*TASK DATA*.
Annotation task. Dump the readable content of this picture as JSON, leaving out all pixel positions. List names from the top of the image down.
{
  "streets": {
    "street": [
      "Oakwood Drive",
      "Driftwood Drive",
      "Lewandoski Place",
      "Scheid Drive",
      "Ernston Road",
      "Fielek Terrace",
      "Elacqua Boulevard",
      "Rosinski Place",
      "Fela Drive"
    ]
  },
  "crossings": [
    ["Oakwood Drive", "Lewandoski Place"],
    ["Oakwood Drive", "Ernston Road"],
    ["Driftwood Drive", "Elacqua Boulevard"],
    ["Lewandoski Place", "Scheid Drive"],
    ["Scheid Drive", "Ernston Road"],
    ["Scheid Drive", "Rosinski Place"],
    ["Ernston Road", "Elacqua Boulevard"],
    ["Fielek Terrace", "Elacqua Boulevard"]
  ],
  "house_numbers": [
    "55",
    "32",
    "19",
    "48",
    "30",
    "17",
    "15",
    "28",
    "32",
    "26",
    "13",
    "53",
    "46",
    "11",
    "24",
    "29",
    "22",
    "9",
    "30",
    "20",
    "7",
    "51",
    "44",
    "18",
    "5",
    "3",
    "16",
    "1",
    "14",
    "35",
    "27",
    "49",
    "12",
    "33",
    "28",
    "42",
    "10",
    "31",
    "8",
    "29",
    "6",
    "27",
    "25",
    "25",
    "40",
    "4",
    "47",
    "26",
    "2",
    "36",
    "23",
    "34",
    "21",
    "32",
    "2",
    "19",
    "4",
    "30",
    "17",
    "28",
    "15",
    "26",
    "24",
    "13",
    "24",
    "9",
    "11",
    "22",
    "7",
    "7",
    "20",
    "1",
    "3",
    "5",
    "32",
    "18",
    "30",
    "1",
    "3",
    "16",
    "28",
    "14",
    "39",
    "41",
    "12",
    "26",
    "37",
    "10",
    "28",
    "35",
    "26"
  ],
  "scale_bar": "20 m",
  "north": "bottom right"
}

*EXERCISE BRIEF*.
Reproduce the material above. Do not change a word.

*RESPONSE*.
Annotation task. Dump the readable content of this picture as JSON, leaving out all pixel positions. List names from the top of the image down.
{
  "streets": {
    "street": [
      "Oakwood Drive",
      "Driftwood Drive",
      "Lewandoski Place",
      "Scheid Drive",
      "Ernston Road",
      "Fielek Terrace",
      "Elacqua Boulevard",
      "Rosinski Place",
      "Fela Drive"
    ]
  },
  "crossings": [
    ["Oakwood Drive", "Lewandoski Place"],
    ["Oakwood Drive", "Ernston Road"],
    ["Driftwood Drive", "Elacqua Boulevard"],
    ["Lewandoski Place", "Scheid Drive"],
    ["Scheid Drive", "Ernston Road"],
    ["Scheid Drive", "Rosinski Place"],
    ["Ernston Road", "Elacqua Boulevard"],
    ["Fielek Terrace", "Elacqua Boulevard"]
  ],
  "house_numbers": [
    "55",
    "32",
    "19",
    "48",
    "30",
    "17",
    "15",
    "28",
    "32",
    "26",
    "13",
    "53",
    "46",
    "11",
    "24",
    "29",
    "22",
    "9",
    "30",
    "20",
    "7",
    "51",
    "44",
    "18",
    "5",
    "3",
    "16",
    "1",
    "14",
    "35",
    "27",
    "49",
    "12",
    "33",
    "28",
    "42",
    "10",
    "31",
    "8",
    "29",
    "6",
    "27",
    "25",
    "25",
    "40",
    "4",
    "47",
    "26",
    "2",
    "36",
    "23",
    "34",
    "21",
    "32",
    "2",
    "19",
    "4",
    "30",
    "17",
    "28",
    "15",
    "26",
    "24",
    "13",
    "24",
    "9",
    "11",
    "22",
    "7",
    "7",
    "20",
    "1",
    "3",
    "5",
    "32",
    "18",
    "30",
    "1",
    "3",
    "16",
    "28",
    "14",
    "39",
    "41",
    "12",
    "26",
    "37",
    "10",
    "28",
    "35",
    "26"
  ],
  "scale_bar": "20 m",
  "north": "bottom right"
}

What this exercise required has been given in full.